### DATA RECORDS

---+---

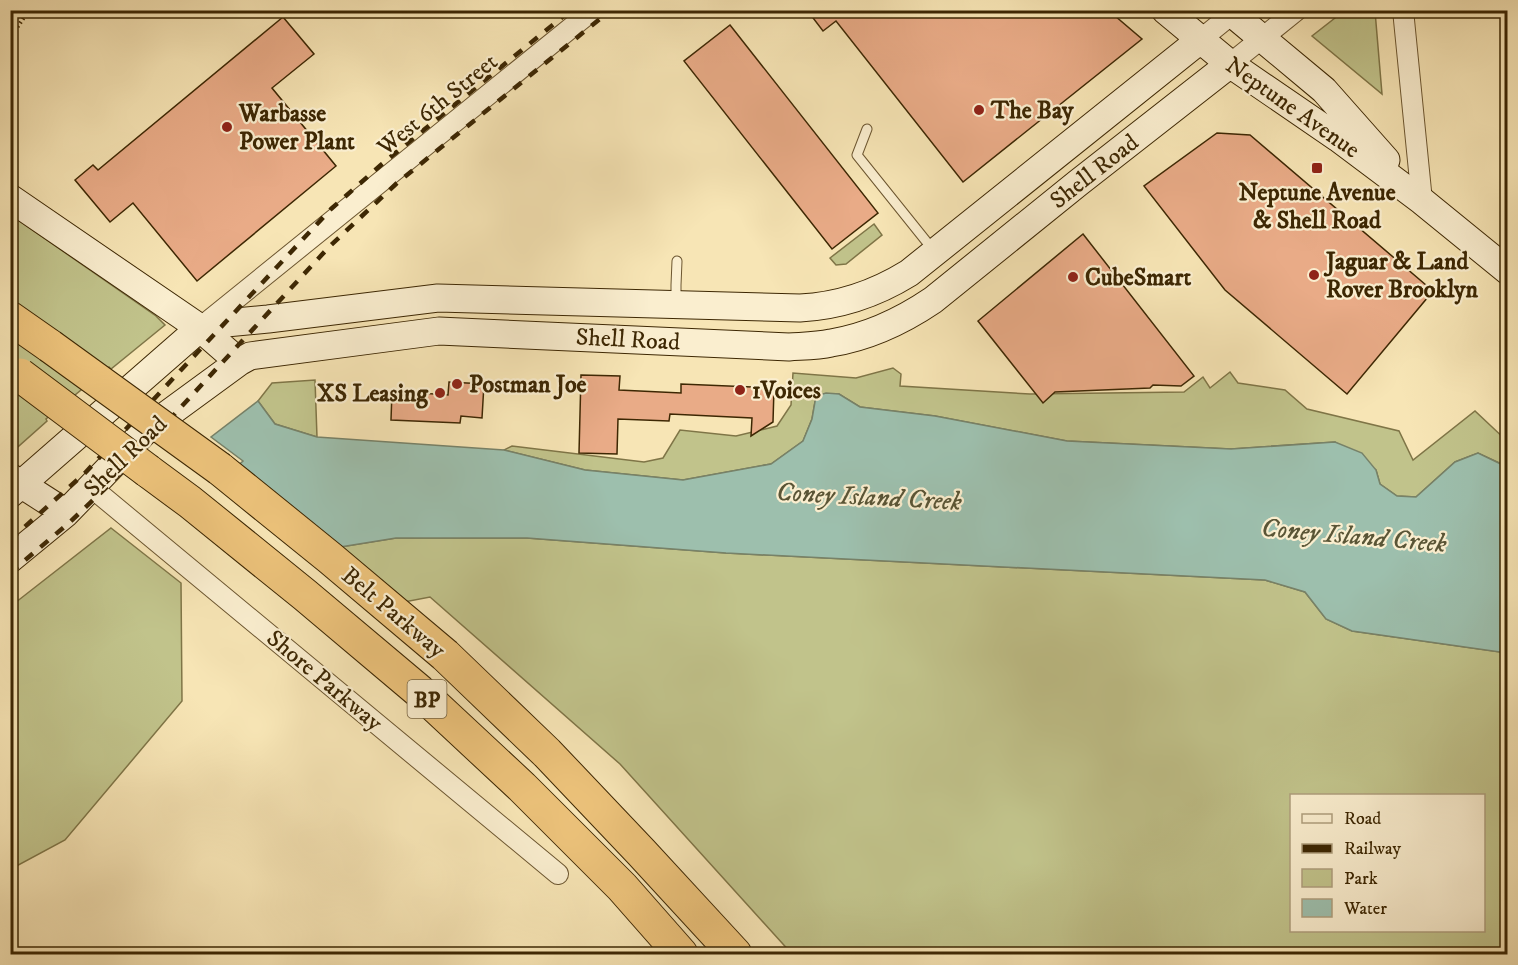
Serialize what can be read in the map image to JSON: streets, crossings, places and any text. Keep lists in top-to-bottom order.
{
  "streets": {
    "highway": ["Belt Parkway", "BP"],
    "main road": ["Neptune Avenue", "Shell Road"],
    "street": ["West 6th Street", "Shore Parkway"]
  },
  "crossings": [
    ["West 6th Street", "Shell Road"],
    ["Neptune Avenue", "Shell Road"],
    ["Shell Road", "Shore Parkway"]
  ],
  "water": ["Coney Island Creek"],
  "places": {
    "other": [
      "The Bay",
      "Warbasse Power Plant",
      "Jaguar & Land Rover Brooklyn",
      "CubeSmart",
      "Postman Joe",
      "1Voices",
      "XS Leasing"
    ],
    "transit": ["Neptune Avenue & Shell Road"]
  },
  "legend": [
    "Road",
    "Railway",
    "Park",
    "Water"
  ]
}
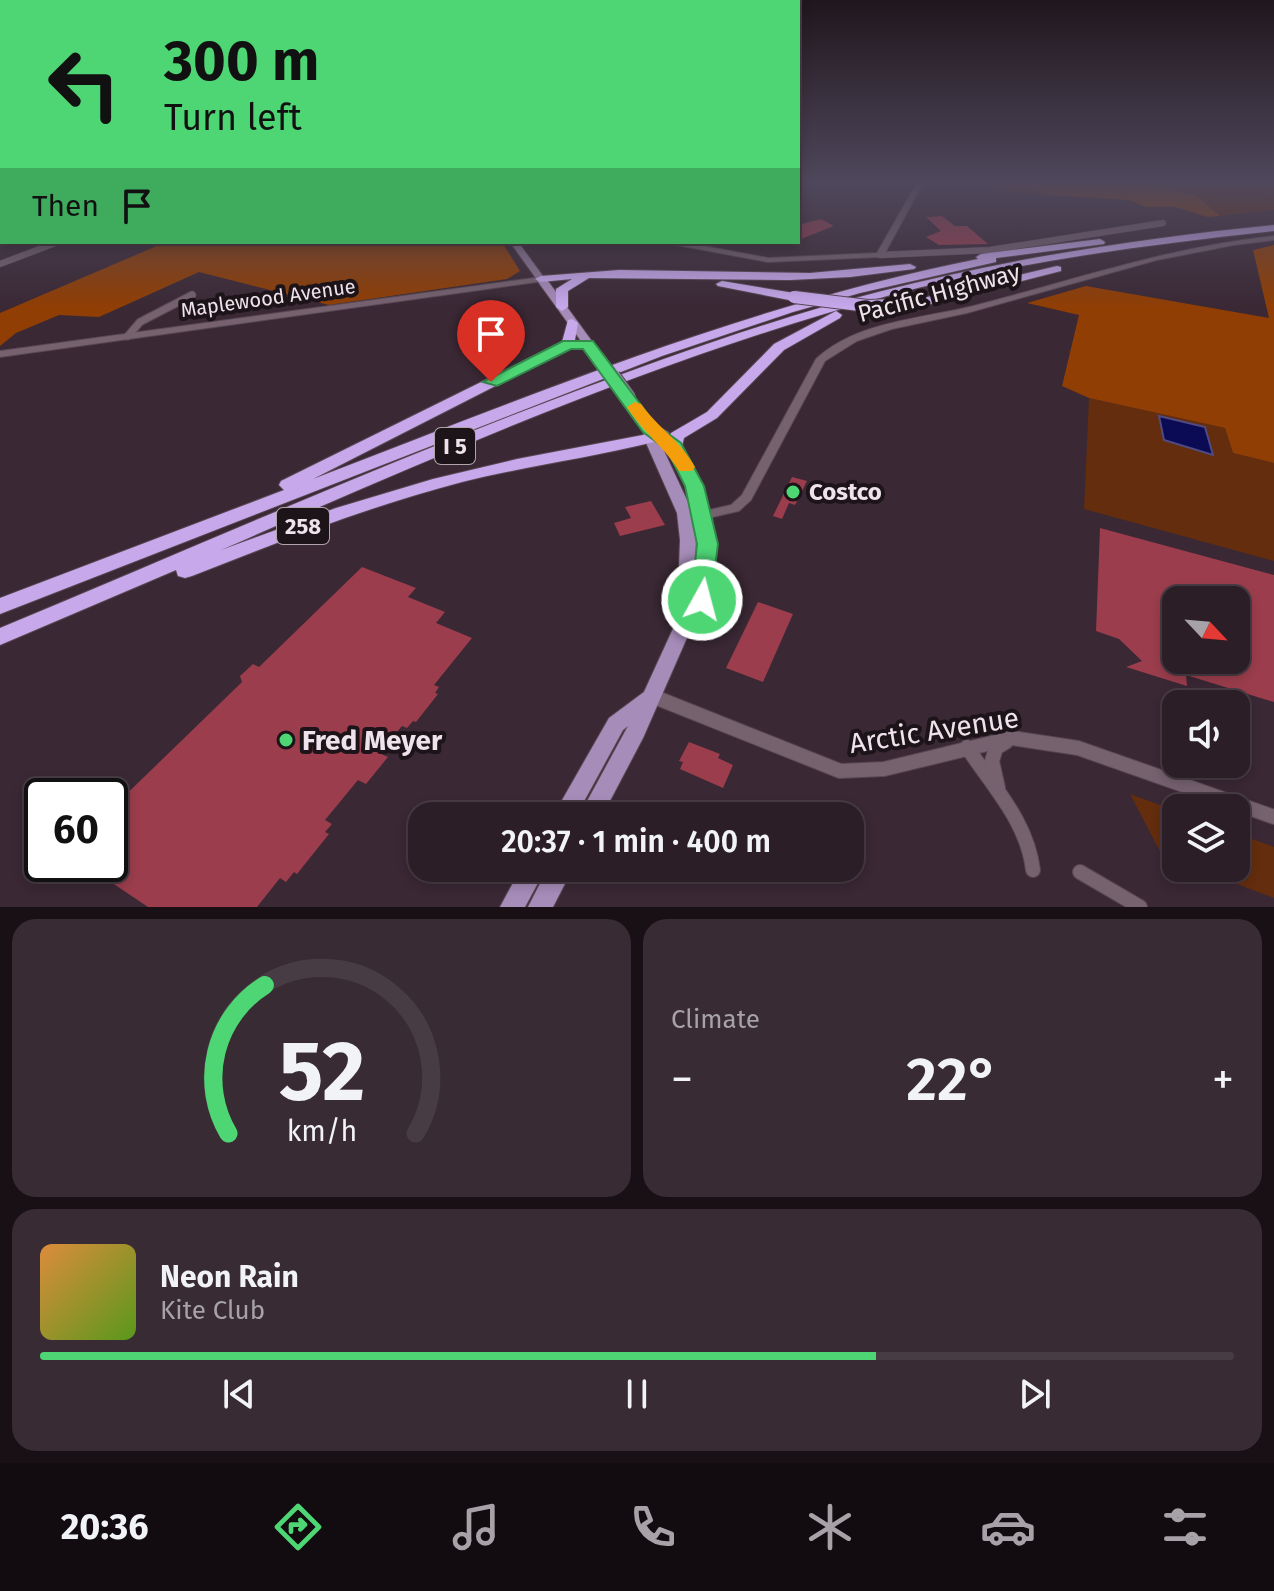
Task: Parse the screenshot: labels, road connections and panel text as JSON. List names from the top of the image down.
{
  "streets": {
    "highway": ["I 5", "258"],
    "street": ["Pacific Highway", "Maplewood Avenue", "Arctic Avenue"]
  },
  "crossings": [
    ["I 5", "258"]
  ],
  "places": ["Costco", "Fred Meyer"],
  "north": "bottom right",
  "page": {
    "turn": ["300 m", "Turn left"],
    "then": "Then",
    "limit": "60",
    "trip": "20:37 · 1 min · 400 m",
    "tile": "Climate",
    "heat": ["−", "22°", "+"],
    "song": ["Neon Rain", "Kite Club"],
    "tabs": "20:36",
    "gauge": ["52", "km/h"]
  }
}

---+---

Give back the whole listing as it stands, minus its pictures.

Serialize what can be read in the map image to JSON: streets, crossings, places and any text. Keep lists in top-to-bottom order.
{
  "streets": {
    "highway": ["Belt Parkway", "BP"],
    "main road": ["Neptune Avenue", "Shell Road"],
    "street": ["West 6th Street", "Shore Parkway"]
  },
  "crossings": [
    ["West 6th Street", "Shell Road"],
    ["Neptune Avenue", "Shell Road"],
    ["Shell Road", "Shore Parkway"]
  ],
  "water": ["Coney Island Creek"],
  "places": {
    "other": [
      "The Bay",
      "Warbasse Power Plant",
      "Jaguar & Land Rover Brooklyn",
      "CubeSmart",
      "Postman Joe",
      "1Voices",
      "XS Leasing"
    ],
    "transit": ["Neptune Avenue & Shell Road"]
  },
  "legend": [
    "Road",
    "Railway",
    "Park",
    "Water"
  ]
}
Task: Parse the screenshot: labels, road connections and panel text as JSON. List names from the top of the image down.
{
  "streets": {
    "highway": ["I 5", "258"],
    "street": ["Pacific Highway", "Maplewood Avenue", "Arctic Avenue"]
  },
  "crossings": [
    ["I 5", "258"]
  ],
  "places": ["Costco", "Fred Meyer"],
  "north": "bottom right",
  "page": {
    "turn": ["300 m", "Turn left"],
    "then": "Then",
    "limit": "60",
    "trip": "20:37 · 1 min · 400 m",
    "tile": "Climate",
    "heat": ["−", "22°", "+"],
    "song": ["Neon Rain", "Kite Club"],
    "tabs": "20:36",
    "gauge": ["52", "km/h"]
  }
}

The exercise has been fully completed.